═════ THE DATA
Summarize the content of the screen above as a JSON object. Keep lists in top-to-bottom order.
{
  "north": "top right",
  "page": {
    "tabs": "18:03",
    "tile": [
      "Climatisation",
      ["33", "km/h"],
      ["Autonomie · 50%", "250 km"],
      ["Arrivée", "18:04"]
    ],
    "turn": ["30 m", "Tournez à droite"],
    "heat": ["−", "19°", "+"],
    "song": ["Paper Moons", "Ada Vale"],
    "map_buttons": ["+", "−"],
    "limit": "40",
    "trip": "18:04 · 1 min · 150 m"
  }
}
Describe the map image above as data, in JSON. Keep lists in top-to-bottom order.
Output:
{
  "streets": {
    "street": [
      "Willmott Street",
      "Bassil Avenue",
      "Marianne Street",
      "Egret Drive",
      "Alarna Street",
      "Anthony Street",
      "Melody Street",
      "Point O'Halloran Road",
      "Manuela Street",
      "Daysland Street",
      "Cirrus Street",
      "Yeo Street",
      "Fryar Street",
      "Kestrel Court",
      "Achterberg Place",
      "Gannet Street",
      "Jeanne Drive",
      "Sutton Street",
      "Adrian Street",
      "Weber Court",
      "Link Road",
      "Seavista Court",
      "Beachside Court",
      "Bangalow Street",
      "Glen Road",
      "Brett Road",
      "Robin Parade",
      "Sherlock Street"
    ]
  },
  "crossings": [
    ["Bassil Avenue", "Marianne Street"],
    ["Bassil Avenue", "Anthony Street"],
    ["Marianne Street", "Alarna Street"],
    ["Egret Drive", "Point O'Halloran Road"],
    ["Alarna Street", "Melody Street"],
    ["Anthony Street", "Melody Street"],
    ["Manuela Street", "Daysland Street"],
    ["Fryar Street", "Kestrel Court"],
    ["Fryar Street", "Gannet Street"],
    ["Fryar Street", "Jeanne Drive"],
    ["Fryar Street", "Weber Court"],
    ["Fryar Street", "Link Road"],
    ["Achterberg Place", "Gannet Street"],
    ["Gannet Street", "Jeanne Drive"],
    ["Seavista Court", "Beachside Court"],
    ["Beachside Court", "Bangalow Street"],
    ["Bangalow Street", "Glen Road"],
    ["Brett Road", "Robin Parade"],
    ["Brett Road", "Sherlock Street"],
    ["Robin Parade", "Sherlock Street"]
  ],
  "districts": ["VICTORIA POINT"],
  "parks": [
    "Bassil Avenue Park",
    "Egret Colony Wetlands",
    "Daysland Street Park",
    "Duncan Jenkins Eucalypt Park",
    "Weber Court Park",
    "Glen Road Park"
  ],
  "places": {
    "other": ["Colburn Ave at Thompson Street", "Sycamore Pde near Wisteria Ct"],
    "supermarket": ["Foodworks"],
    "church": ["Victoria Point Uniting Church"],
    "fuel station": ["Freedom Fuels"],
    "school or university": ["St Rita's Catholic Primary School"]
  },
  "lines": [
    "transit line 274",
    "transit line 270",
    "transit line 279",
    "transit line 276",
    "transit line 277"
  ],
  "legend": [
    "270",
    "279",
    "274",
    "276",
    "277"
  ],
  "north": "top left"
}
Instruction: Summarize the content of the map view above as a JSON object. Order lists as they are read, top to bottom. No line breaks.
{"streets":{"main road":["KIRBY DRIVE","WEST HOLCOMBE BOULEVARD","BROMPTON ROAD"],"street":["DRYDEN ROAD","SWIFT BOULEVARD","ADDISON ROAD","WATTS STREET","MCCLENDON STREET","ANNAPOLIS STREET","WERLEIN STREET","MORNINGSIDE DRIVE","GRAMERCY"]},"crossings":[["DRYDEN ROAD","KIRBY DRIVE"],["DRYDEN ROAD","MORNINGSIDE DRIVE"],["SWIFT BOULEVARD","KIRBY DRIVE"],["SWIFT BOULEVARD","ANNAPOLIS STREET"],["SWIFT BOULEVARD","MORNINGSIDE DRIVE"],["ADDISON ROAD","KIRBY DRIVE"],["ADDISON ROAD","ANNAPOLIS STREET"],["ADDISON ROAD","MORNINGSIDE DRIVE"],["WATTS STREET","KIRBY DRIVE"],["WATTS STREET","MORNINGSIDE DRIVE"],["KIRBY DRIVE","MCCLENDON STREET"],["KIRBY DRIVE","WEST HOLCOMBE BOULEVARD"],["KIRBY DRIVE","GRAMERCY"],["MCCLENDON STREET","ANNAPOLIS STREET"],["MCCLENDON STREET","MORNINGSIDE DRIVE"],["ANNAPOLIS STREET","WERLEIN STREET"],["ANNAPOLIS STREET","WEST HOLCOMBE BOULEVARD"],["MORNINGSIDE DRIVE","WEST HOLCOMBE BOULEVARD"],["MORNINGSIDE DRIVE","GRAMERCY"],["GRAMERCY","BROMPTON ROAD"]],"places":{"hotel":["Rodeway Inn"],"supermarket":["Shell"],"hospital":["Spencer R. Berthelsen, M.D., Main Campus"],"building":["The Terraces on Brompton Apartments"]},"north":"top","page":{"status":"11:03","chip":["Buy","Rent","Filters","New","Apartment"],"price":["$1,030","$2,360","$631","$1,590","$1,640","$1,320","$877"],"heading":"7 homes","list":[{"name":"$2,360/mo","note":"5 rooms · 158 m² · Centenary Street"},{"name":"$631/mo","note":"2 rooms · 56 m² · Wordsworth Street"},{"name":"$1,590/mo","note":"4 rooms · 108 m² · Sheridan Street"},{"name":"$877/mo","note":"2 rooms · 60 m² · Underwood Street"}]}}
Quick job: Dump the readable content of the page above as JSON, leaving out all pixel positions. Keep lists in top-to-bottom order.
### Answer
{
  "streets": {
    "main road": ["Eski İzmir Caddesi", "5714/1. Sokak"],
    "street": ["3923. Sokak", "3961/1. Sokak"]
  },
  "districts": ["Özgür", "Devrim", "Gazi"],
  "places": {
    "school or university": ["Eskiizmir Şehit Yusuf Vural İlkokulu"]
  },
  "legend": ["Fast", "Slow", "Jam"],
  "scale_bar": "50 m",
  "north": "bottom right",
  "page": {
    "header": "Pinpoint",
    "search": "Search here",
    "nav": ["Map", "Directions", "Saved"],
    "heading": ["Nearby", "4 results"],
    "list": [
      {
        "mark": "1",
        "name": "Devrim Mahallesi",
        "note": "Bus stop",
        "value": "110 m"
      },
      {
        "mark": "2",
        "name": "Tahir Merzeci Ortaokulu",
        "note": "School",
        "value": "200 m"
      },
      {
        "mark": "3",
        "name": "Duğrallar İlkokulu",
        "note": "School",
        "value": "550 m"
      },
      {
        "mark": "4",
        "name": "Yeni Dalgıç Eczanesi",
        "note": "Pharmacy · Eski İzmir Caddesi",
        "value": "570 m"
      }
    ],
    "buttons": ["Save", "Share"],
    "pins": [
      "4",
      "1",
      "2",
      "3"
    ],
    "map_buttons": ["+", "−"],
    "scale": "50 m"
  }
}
══════════
### WHAT TO PRODUCE
Only the lines from the one containing "Quick job: Dump" to the end of the data should be printed, exactly as they stand.

### EXERCISE RESPONSE
Quick job: Dump the readable content of the page above as JSON, leaving out all pixel positions. Keep lists in top-to-bottom order.
### Answer
{
  "streets": {
    "main road": ["Eski İzmir Caddesi", "5714/1. Sokak"],
    "street": ["3923. Sokak", "3961/1. Sokak"]
  },
  "districts": ["Özgür", "Devrim", "Gazi"],
  "places": {
    "school or university": ["Eskiizmir Şehit Yusuf Vural İlkokulu"]
  },
  "legend": ["Fast", "Slow", "Jam"],
  "scale_bar": "50 m",
  "north": "bottom right",
  "page": {
    "header": "Pinpoint",
    "search": "Search here",
    "nav": ["Map", "Directions", "Saved"],
    "heading": ["Nearby", "4 results"],
    "list": [
      {
        "mark": "1",
        "name": "Devrim Mahallesi",
        "note": "Bus stop",
        "value": "110 m"
      },
      {
        "mark": "2",
        "name": "Tahir Merzeci Ortaokulu",
        "note": "School",
        "value": "200 m"
      },
      {
        "mark": "3",
        "name": "Duğrallar İlkokulu",
        "note": "School",
        "value": "550 m"
      },
      {
        "mark": "4",
        "name": "Yeni Dalgıç Eczanesi",
        "note": "Pharmacy · Eski İzmir Caddesi",
        "value": "570 m"
      }
    ],
    "buttons": ["Save", "Share"],
    "pins": [
      "4",
      "1",
      "2",
      "3"
    ],
    "map_buttons": ["+", "−"],
    "scale": "50 m"
  }
}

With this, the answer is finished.